Standardisierung inklusive
Schlüsselt man die einzelnen Kostenblöcke weiter auf, lassen sich einige grundlegende Vorteile identifizieren, die auf allen Ebenen direkt oder indirekt wirken. So wird mit einer abgestimmten Virtualisierungslösung quasi zwangsläufig eine Standardisierung eingeleitet und die Komplexität sowie Heterogenität aus der Infrastruktur entfernt. Insbesondere entfällt die Notwendigkeit, eigens Cluster-Systeme oder Backup-Lösungen für einen höheren Ausfallschutz zu erwerben. Vorkonfigurierte Templates der SAP-Systeme für den Betrieb, das Testen oder Training lassen sich schnell und einfach starten. Die Vereinheitlichung der Systemkomponenten hat den positiven Nebeneffekt, dass der finanzielle und personelle Wartungsaufwand sinkt. Zugleich mindert sich das Investitionsrisiko, da ohne Hardware-Wechsel unter der Virtualisierungsschicht problemlos weitere Ressourcen hinzugefügt werden können. Die dynamische Inbetriebnahme, Zuordnung und Herausnahme von Ressourcen erleichtert ausserdem die Administration. Die auf diese Weise identifizierten und bezifferten relativen Vorteile der einzelnen Kostenblöcke müssen dann noch in Bezug zum Einfluss der Komponente auf die realen Gesamtbetriebskosten (TCO) gesetzt werden, um die realen Sparpotenziale zu beziffern (siehe Tabelle). Beispielsweise ziehen Implementierung, Optimierungen und Upgrade-Projekte mit Abstand den grössten Nutzen aus der Virtualisierung. Ihr Einfluss auf die SAP TCO bewegt sich allerdings eher in mittleren Grössenordnungen. Die mit Abstand grösste Kostenposition im Anwendungsbetrieb – das Application und System Management – profitiert dagegen in verhältnismässig geringem Masse von einer Virtualisierung.

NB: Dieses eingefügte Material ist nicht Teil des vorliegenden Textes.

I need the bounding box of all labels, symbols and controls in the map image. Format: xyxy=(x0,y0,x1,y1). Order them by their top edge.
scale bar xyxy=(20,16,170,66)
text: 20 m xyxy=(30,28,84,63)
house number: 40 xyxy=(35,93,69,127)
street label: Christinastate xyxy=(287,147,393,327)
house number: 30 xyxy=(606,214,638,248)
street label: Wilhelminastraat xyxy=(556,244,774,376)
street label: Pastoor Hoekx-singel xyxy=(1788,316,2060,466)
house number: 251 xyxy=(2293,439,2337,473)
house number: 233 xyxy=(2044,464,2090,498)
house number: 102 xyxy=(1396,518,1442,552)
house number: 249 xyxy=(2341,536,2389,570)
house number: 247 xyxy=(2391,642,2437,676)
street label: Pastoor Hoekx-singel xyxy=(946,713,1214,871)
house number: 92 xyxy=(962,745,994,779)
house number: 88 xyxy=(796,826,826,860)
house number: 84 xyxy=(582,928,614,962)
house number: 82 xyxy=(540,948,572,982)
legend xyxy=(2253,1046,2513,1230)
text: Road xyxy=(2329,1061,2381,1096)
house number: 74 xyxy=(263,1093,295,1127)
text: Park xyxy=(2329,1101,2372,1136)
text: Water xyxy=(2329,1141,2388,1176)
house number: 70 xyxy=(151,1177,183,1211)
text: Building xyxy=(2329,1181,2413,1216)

Wer profitiert am meisten?
Unter dem Strich ziehen in erster Linie SAP-Umgebungen mit dynamischen Leistungsanforderungen einen hohen Nutzen aus Virtualisierungstechniken. Bei der Einführung darf jedoch nicht ausser Acht gelassen werden, dass man sich damit eine weitere Schicht in der technischen Grundausstattung einhandelt. Dadurch werden zusätzliche Skills für den Betrieb erforderlich. Insbesondere in grösseren Installationen muss das reibungslose Zusammenspiel mehrerer Virtualisierungstechniken – etwa im Speicher- und Serverbetrieb – garantiert sein. Ansonsten droht die Gefahr, dass sich die Hersteller bei Problemen gegenseitig die Verantwortung zuschieben. Eine Zertifizierung der Produkte untereinander wie bei Vblock ist daher essenziell. Ebenso bleibt Sizing ein Thema, da Virtualisierung als zusätzliche technische Ebene ihren Tribut fordert und bis zu 20 Prozent der verfügbaren Ressourcen frisst. Zu beachten ist weiterhin, welche organisatorischen Vorkehrungen zu treffen sind, um nicht unversehens über juristische Fussangeln zu stolpern, etwa wenn gesetzliche Bestimmungen im Bankensektor dedizierte Server erzwingen.
Fazit: Genau abwägen
Virtualisierung ist fraglos ein weiterer Meilenstein auf dem Weg zur Industrialisierung des SAP-Betriebs. Unternehmen sind allerdings gut beraten, die Vorteile in Sachen Dynamik und Flexibilität realistisch abzuwägen. Fraglos entfernt die Virtualisierung erst einmal Komplexität aus Aufbau und Management der technischen Infrastruktur. Weiterreichende Einsparungsmöglichkeiten scheitern jedoch an der SAP-Lösung selbst – sowohl aus systemtechnischer als auch anwendungstechnischer Sicht. So verlangt die interne Struktur des SAP-Anwendungsservers einen neuen Boot-Zyklus, um dynamisch zugewiesene Speicherressourcen tatsächlich zu nutzen. Dieses Manko wird sicherlich in den kommenden 12 bis 18 Monaten ausgemerzt. Noch Zukunftsmusik ist dagegen der dynamische Bezug einzelner Anwendungsservices, wie ihn einst SOA (Service Oriented Architecture) in Aussicht stellte.